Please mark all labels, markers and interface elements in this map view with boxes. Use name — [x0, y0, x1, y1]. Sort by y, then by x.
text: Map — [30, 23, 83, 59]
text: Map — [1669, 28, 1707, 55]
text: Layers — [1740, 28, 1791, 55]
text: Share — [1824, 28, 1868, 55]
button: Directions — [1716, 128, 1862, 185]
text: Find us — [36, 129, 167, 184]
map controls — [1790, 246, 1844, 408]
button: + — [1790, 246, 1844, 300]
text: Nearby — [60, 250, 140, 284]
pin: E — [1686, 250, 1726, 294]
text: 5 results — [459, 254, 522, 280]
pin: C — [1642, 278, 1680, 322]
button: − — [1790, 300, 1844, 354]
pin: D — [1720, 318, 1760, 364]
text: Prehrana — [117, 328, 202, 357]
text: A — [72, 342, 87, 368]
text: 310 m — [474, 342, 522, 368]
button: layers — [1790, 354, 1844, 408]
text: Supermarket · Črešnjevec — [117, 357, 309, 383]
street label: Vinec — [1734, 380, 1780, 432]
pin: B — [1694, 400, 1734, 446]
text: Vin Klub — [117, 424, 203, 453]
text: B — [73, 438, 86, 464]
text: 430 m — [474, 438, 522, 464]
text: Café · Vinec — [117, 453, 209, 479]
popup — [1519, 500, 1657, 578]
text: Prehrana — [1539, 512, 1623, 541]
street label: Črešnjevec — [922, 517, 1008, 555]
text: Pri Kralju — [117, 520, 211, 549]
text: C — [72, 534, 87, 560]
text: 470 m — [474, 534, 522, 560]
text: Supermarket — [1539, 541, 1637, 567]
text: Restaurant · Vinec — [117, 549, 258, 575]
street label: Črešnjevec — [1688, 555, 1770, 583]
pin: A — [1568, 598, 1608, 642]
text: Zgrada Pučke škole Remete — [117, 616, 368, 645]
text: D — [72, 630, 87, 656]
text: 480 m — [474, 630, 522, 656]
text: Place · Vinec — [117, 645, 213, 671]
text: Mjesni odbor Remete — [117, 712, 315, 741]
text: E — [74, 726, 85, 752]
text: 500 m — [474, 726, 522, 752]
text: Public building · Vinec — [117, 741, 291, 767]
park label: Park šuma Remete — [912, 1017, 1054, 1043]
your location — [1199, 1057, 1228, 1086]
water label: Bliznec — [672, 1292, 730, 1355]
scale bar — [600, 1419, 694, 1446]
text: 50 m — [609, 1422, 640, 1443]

- _Work request_
Reproduce all of the listing, exactly as given.

- _Exercise answer_
Please mark all labels, markers and interface elements in this map view with boxes. Use name — [x0, y0, x1, y1]. Sort by y, then by x.
text: Map — [30, 23, 83, 59]
text: Map — [1669, 28, 1707, 55]
text: Layers — [1740, 28, 1791, 55]
text: Share — [1824, 28, 1868, 55]
button: Directions — [1716, 128, 1862, 185]
text: Find us — [36, 129, 167, 184]
map controls — [1790, 246, 1844, 408]
button: + — [1790, 246, 1844, 300]
text: Nearby — [60, 250, 140, 284]
pin: E — [1686, 250, 1726, 294]
text: 5 results — [459, 254, 522, 280]
pin: C — [1642, 278, 1680, 322]
button: − — [1790, 300, 1844, 354]
pin: D — [1720, 318, 1760, 364]
text: Prehrana — [117, 328, 202, 357]
text: A — [72, 342, 87, 368]
text: 310 m — [474, 342, 522, 368]
button: layers — [1790, 354, 1844, 408]
text: Supermarket · Črešnjevec — [117, 357, 309, 383]
street label: Vinec — [1734, 380, 1780, 432]
pin: B — [1694, 400, 1734, 446]
text: Vin Klub — [117, 424, 203, 453]
text: B — [73, 438, 86, 464]
text: 430 m — [474, 438, 522, 464]
text: Café · Vinec — [117, 453, 209, 479]
popup — [1519, 500, 1657, 578]
text: Prehrana — [1539, 512, 1623, 541]
street label: Črešnjevec — [922, 517, 1008, 555]
text: Pri Kralju — [117, 520, 211, 549]
text: C — [72, 534, 87, 560]
text: 470 m — [474, 534, 522, 560]
text: Supermarket — [1539, 541, 1637, 567]
text: Restaurant · Vinec — [117, 549, 258, 575]
street label: Črešnjevec — [1688, 555, 1770, 583]
pin: A — [1568, 598, 1608, 642]
text: Zgrada Pučke škole Remete — [117, 616, 368, 645]
text: D — [72, 630, 87, 656]
text: 480 m — [474, 630, 522, 656]
text: Place · Vinec — [117, 645, 213, 671]
text: Mjesni odbor Remete — [117, 712, 315, 741]
text: E — [74, 726, 85, 752]
text: 500 m — [474, 726, 522, 752]
text: Public building · Vinec — [117, 741, 291, 767]
park label: Park šuma Remete — [912, 1017, 1054, 1043]
your location — [1199, 1057, 1228, 1086]
water label: Bliznec — [672, 1292, 730, 1355]
scale bar — [600, 1419, 694, 1446]
text: 50 m — [609, 1422, 640, 1443]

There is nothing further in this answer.